The D.A.R.E. curriculum is designed to be taught by police officers whose training and experience give them the background needed to answer the sophisticated questions often posed by young students about drugs and crime. Prior to entering the D.A.R.E. program, officers undergo 80 hours of special training in areas such as child development, classroom management, teaching techniques, and communication skills.
Presidential administrations, governors, members of congress, and state legislators have praised D.A.R.E. Since 1988, Presidential Proclamation declares one day each year National D.A.R.E. Day. State legislatures have joined with the President and Congress by proclaiming D.A.R.E. Day within their respective states.

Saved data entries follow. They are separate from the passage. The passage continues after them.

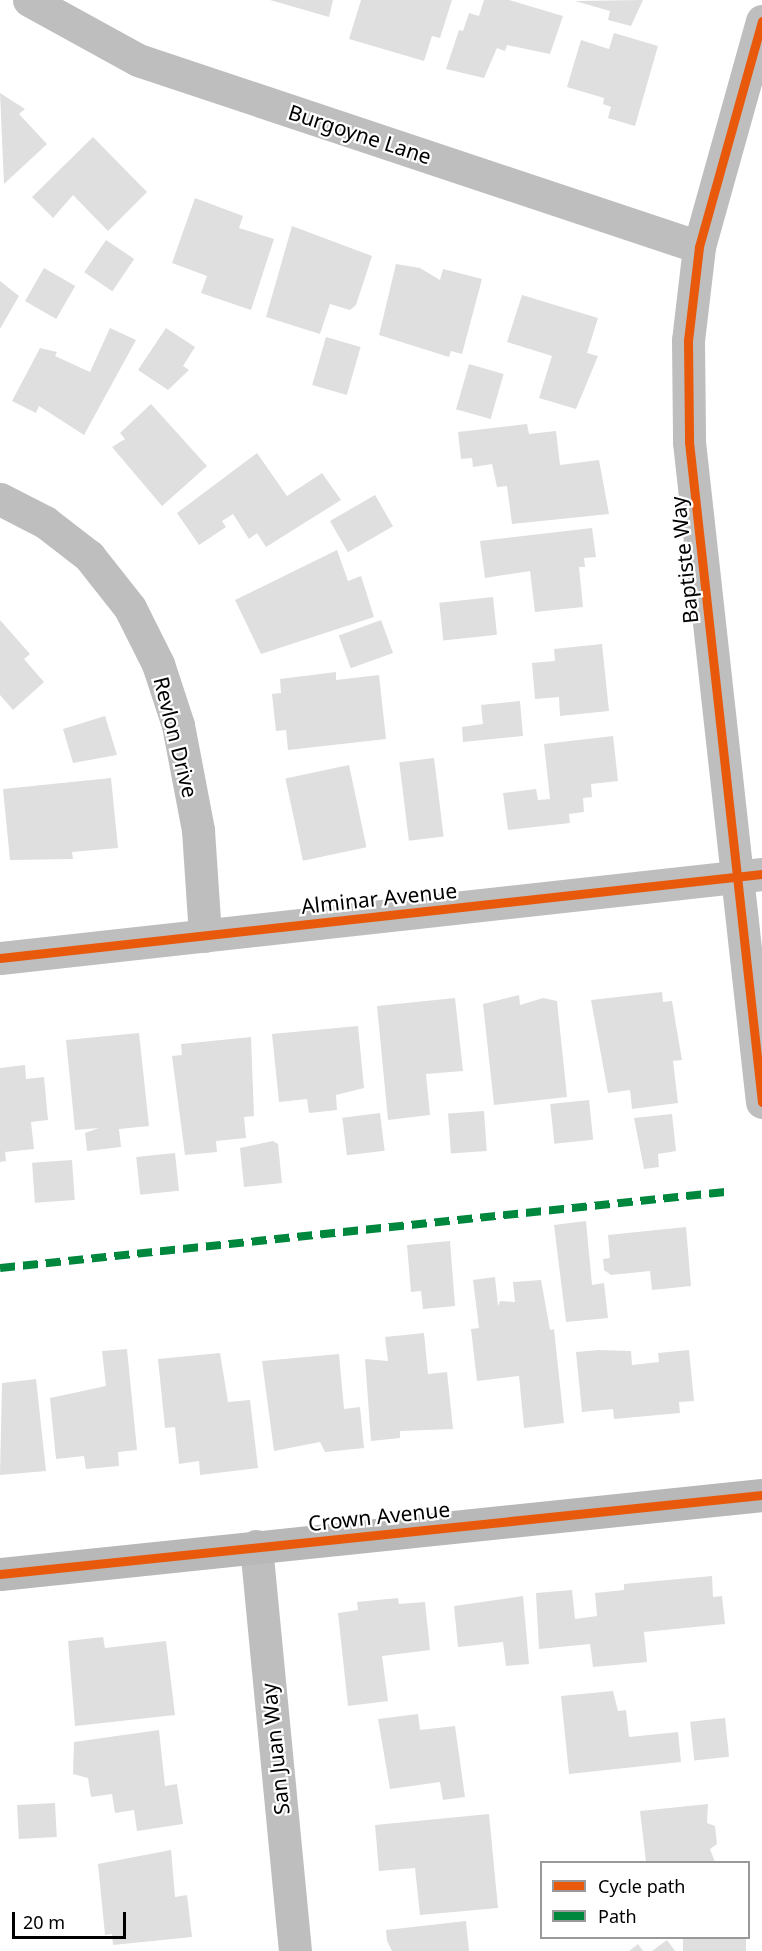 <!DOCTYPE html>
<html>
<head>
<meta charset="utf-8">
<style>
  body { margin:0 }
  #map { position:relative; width:762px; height:1951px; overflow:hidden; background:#fff; font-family:"Noto Sans",sans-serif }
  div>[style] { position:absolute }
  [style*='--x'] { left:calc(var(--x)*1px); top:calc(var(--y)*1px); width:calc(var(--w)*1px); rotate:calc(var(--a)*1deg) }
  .building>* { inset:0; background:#dfdfdf; transform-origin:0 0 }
  .street>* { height:33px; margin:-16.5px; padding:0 16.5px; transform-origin:16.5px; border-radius:16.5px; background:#bebebe }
  .secondary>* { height:33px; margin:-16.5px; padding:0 16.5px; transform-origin:16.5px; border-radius:16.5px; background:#b8b8b8 }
  .quiet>* { height:8px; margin-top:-4px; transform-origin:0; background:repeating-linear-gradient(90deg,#00873e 0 15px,transparent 0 23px) }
  .cycleway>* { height:9px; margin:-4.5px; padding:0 4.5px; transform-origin:4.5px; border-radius:4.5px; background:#e8590c }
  span { translate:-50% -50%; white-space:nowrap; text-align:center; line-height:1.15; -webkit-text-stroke:4.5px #fff; paint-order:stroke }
  .street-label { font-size:21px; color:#000 }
  .legend { position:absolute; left:540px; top:1861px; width:210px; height:78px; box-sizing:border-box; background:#fff; border:2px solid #999; margin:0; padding:8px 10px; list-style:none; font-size:18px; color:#000 }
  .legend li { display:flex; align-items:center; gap:12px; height:30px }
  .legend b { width:30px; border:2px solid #999 }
  .scale { position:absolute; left:12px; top:1912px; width:114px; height:27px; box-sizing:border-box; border:3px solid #000; border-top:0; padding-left:8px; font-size:18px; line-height:21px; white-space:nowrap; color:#000; -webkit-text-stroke:4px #fff; paint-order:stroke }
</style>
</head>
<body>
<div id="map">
  <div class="building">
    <div style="clip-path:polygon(270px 0,333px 0,329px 17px)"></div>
    <div style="clip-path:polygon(361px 0,452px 0,440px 38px,432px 36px,424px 61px,349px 39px)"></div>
    <div style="clip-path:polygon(484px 0,509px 0,563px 16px,550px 54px,507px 45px,505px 51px,497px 48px,484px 78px,446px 69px,459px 30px,463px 31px,469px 13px,479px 16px)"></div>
    <div style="clip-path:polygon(643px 0,631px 26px,608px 20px,610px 11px,575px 1px)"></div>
    <div style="clip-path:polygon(614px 33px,658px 46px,635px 126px,608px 118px,611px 107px,603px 104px,604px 98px,567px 87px,581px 40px,609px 49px)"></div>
    <div style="clip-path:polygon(0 93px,25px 109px,19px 114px,47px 144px,4px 184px)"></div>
    <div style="clip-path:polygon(93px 137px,147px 192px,108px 231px,73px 195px,53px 218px,32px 197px)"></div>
    <div style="clip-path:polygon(195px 198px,243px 216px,239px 228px,274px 239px,251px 310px,201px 293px,207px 276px,172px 263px)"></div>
    <div style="clip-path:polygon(292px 226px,372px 256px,356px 305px,350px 310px,330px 304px,320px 334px,266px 317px)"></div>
    <div style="left:106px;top:240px;width:34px;height:39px;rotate:34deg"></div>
    <div style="clip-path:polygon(396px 264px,420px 268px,440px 280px,443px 269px,482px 279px,462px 354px,451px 351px,449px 357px,379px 335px)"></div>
    <div style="left:44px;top:268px;width:36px;height:38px;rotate:30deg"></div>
    <div style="clip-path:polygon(0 281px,19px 296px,0 329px)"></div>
    <div style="clip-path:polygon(522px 295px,598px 318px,587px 353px,598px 356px,576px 409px,539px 398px,552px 356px,507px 342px)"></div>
    <div style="clip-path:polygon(110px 328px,136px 340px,84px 435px,39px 406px,36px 413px,12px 401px,40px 348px,57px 352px,55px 356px,90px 372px)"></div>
    <div style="clip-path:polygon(166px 328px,195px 347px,183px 366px,189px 370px,168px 390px,138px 370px)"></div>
    <div style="left:326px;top:337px;width:36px;height:50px;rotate:16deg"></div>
    <div style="left:469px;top:364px;width:36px;height:47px;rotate:16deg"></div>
    <div style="clip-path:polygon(151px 404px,207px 466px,162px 506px,112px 447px,125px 439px,120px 433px)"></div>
    <div style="clip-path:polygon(527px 424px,529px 434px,556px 431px,560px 465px,599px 460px,609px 514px,512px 524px,507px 486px,497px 487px,492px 464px,473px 467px,472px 458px,461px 459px,458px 432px)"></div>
    <div style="clip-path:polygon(257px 453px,287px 496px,322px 473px,341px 500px,266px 547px,257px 533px,249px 539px,233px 514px,222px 521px,226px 527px,199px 545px,177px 513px)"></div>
    <div style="left:375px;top:495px;width:36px;height:52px;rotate:60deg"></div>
    <div style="clip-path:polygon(592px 528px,596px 557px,584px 558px,585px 567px,579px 567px,583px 607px,535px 612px,530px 571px,485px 578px,480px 541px)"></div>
    <div style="clip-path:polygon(337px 550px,348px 581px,361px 576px,374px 617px,261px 654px,235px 600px)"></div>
    <div style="left:493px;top:597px;width:38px;height:54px;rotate:84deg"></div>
    <div style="clip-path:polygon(0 620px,30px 654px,24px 659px,44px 682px,13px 710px,0 695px)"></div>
    <div style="left:381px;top:620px;width:35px;height:45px;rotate:70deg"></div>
    <div style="clip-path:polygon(602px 644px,609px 711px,560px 716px,559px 697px,535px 699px,532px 663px,555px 661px,554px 649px)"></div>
    <div style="clip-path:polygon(336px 672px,336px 680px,379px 675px,386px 739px,288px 750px,286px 730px,276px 731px,272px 694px,281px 693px,280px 679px)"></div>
    <div style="clip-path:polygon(520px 701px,523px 736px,463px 742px,462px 727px,483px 724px,481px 705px)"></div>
    <div style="clip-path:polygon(105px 716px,117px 755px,73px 763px,63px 729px)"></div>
    <div style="clip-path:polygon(613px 736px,618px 781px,591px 784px,592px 797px,583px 798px,584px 812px,569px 814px,570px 823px,508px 830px,503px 793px,536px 789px,538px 800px,550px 799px,544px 744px)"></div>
    <div style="left:434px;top:758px;width:79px;height:35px;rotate:83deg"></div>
    <div style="left:349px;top:765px;width:84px;height:65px;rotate:78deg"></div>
    <div style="clip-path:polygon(111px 778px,118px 848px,72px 852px,73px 859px,10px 860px,3px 789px)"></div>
    <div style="clip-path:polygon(662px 992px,663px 1002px,672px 1001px,679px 1043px,682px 1060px,673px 1061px,678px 1103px,632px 1109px,630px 1090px,608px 1093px,591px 1000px)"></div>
    <div style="clip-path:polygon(519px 995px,520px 1005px,543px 998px,557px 1001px,567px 1097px,494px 1105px,483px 1004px)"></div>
    <div style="clip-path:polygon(455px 998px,463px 1071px,426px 1074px,430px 1115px,388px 1120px,377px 1006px)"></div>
    <div style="clip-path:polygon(358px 1026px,364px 1088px,336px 1095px,337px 1110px,309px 1113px,307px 1099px,279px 1102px,272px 1034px)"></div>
    <div style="clip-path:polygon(139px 1033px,149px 1126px,119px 1129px,121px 1147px,87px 1151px,85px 1133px,99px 1128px,75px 1130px,66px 1040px)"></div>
    <div style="clip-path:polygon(251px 1037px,254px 1116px,244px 1117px,246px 1138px,216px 1141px,217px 1152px,185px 1155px,172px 1056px,182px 1055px,181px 1044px)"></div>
    <div style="clip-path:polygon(25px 1065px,26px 1079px,44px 1077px,48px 1120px,31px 1122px,34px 1149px,5px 1152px,6px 1161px,0 1162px,0 1068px)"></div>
    <div style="left:589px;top:1100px;width:40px;height:39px;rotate:84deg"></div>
    <div style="left:484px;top:1111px;width:40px;height:36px;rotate:86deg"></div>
    <div style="left:380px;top:1113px;width:38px;height:38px;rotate:83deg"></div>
    <div style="clip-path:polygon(672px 1114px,676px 1151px,658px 1154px,659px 1167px,644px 1169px,634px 1118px)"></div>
    <div style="clip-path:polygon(273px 1141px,278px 1144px,282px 1183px,244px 1187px,240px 1148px)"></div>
    <div style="left:175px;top:1153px;width:38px;height:39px;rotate:84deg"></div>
    <div style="left:72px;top:1160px;width:40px;height:40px;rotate:86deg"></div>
    <div style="clip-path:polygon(586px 1221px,592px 1285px,604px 1283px,608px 1318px,566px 1322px,554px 1225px)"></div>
    <div style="clip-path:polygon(686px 1227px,691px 1286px,652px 1290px,650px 1271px,611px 1275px,604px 1270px,603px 1259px,610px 1258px,608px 1235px)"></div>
    <div style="clip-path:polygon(450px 1241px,455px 1306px,423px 1309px,421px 1291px,411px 1292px,407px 1245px)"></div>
    <div style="clip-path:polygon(495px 1277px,498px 1306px,500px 1301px,515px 1302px,513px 1282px,541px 1280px,550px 1330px,554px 1329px,564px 1423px,524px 1428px,519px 1376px,477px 1381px,471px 1329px,479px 1328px,473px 1280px)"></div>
    <div style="clip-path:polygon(424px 1333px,428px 1374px,447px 1372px,453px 1429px,400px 1431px,400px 1438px,371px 1441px,365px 1359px,388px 1361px,385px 1337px)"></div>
    <div style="clip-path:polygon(127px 1349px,137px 1450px,118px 1452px,119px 1466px,86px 1469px,84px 1456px,56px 1459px,50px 1398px,106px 1386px,102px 1351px)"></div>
    <div style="clip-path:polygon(599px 1350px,631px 1351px,632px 1365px,659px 1362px,658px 1353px,689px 1350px,694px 1401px,679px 1402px,680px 1413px,614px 1419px,613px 1409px,582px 1412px,576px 1352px)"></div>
    <div style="clip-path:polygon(220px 1353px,228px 1402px,250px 1400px,258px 1468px,200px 1475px,199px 1461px,179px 1464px,175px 1427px,165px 1428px,158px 1359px)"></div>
    <div style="clip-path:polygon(339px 1354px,344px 1409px,360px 1407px,364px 1448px,325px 1452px,320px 1442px,274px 1451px,262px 1361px)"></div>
    <div style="clip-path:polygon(36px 1379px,46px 1471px,0 1475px,2px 1383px)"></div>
    <div style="clip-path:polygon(712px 1576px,713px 1597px,722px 1596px,725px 1624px,644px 1632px,647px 1662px,593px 1667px,590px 1644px,539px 1649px,536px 1593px,572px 1590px,575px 1619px,597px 1616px,595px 1593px,624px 1590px,624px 1584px)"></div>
    <div style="clip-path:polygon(523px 1596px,529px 1664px,506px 1666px,503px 1642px,458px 1647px,454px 1606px)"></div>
    <div style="clip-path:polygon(398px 1598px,399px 1604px,425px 1602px,430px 1650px,382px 1656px,388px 1701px,348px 1706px,338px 1613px,358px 1610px,357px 1602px)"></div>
    <div style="clip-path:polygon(103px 1637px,105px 1648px,166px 1641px,175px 1715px,75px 1726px,68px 1641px)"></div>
    <div style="clip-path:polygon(613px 1691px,618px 1711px,626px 1710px,629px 1737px,678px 1732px,681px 1762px,569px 1774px,561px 1696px)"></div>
    <div style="clip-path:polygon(418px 1714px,420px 1730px,455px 1726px,465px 1797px,443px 1800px,440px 1782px,390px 1789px,378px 1719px)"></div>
    <div style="left:725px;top:1718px;width:39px;height:35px;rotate:84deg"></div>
    <div style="clip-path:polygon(159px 1730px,165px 1786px,177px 1784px,183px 1824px,137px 1831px,134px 1810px,115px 1813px,112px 1794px,91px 1797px,88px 1778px,73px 1774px,74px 1742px)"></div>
    <div style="left:55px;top:1803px;width:34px;height:38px;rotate:87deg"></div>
    <div style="clip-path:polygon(708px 1804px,707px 1823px,715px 1826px,717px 1844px,710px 1849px,715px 1862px,646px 1862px,640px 1811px)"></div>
    <div style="clip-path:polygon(489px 1814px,498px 1908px,420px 1915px,415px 1868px,379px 1871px,375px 1825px)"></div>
    <div style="clip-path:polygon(171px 1850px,175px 1897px,187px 1895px,192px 1937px,113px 1945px,112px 1934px,105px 1935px,98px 1864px)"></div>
    <div style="clip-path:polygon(466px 1921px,469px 1951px,392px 1951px,387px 1941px,386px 1930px)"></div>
    <div style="left:683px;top:1938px;width:63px;height:13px"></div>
    <div style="clip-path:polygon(667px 1940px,675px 1951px,652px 1951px)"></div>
    <div style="clip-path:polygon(638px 1944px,643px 1951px,629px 1951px)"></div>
  </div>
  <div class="street">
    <div style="--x:29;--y:0;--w:124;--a:28.8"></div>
    <div style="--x:138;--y:60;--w:591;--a:18.43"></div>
    <div style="--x:762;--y:21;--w:235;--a:105.6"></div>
    <div style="--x:699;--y:247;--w:94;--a:96.7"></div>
    <div style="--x:688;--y:340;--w:102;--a:89.4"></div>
    <div style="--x:689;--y:442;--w:664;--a:83.69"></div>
    <div style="--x:0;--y:499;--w:51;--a:27.1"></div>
    <div style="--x:45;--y:522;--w:56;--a:37.7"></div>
    <div style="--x:89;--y:556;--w:66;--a:51.7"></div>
    <div style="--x:130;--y:608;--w:63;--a:63.4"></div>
    <div style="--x:158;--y:664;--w:64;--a:71.8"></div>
    <div style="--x:178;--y:725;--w:107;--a:79.2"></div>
    <div style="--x:198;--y:830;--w:106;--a:86.2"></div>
    <div style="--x:0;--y:958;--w:767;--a:-6.29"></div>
    <div style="--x:256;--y:1546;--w:407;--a:84.5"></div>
  </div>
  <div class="secondary">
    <div style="--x:0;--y:1574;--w:766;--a:-5.92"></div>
  </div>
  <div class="quiet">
    <div style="--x:0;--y:1268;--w:729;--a:-5.98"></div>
  </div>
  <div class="cycleway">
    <div style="--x:762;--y:21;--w:235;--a:105.6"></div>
    <div style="--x:699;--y:247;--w:94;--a:96.7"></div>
    <div style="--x:688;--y:340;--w:102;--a:89.4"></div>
    <div style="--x:689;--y:442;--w:664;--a:83.69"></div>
    <div style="--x:0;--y:958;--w:767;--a:-6.29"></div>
    <div style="--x:0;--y:1574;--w:766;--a:-5.92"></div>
  </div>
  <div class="street-label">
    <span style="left:360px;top:134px;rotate:18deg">Burgoyne Lane</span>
    <span style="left:684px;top:560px;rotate:-96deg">Baptiste Way</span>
    <span style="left:176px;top:737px;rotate:76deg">Revlon Drive</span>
    <span style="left:379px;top:898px;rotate:-6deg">Alminar Avenue</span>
    <span style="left:379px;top:1516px;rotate:-6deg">Crown Avenue</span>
    <span style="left:275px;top:1749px;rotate:-96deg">San Juan Way</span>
  </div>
  <ul class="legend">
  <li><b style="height:8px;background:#e8590c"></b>Cycle path</li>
  <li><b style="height:8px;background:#00873e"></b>Path</li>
  </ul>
  <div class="scale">20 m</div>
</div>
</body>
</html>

D.A.R.E. goes beyond traditional drug abuse and violence prevention programs. It gives children the skills needed to recognize and resist the subtle and overt pressures that cause them to experiment with drugs or become involved in gangs or violent activities.
Presently, the Medina County Sheriff's Office has three DARE Officers: Deputy Sharon Centner, Deputy John Girard and Deputy Mark Brooks.
Funding for the Medina County Sheriff's Office D.A.R.E Program is provided by the Medina County Drug Abuse Commission (MCDAC), which receives it's monies from the "Anti-Drug Levy".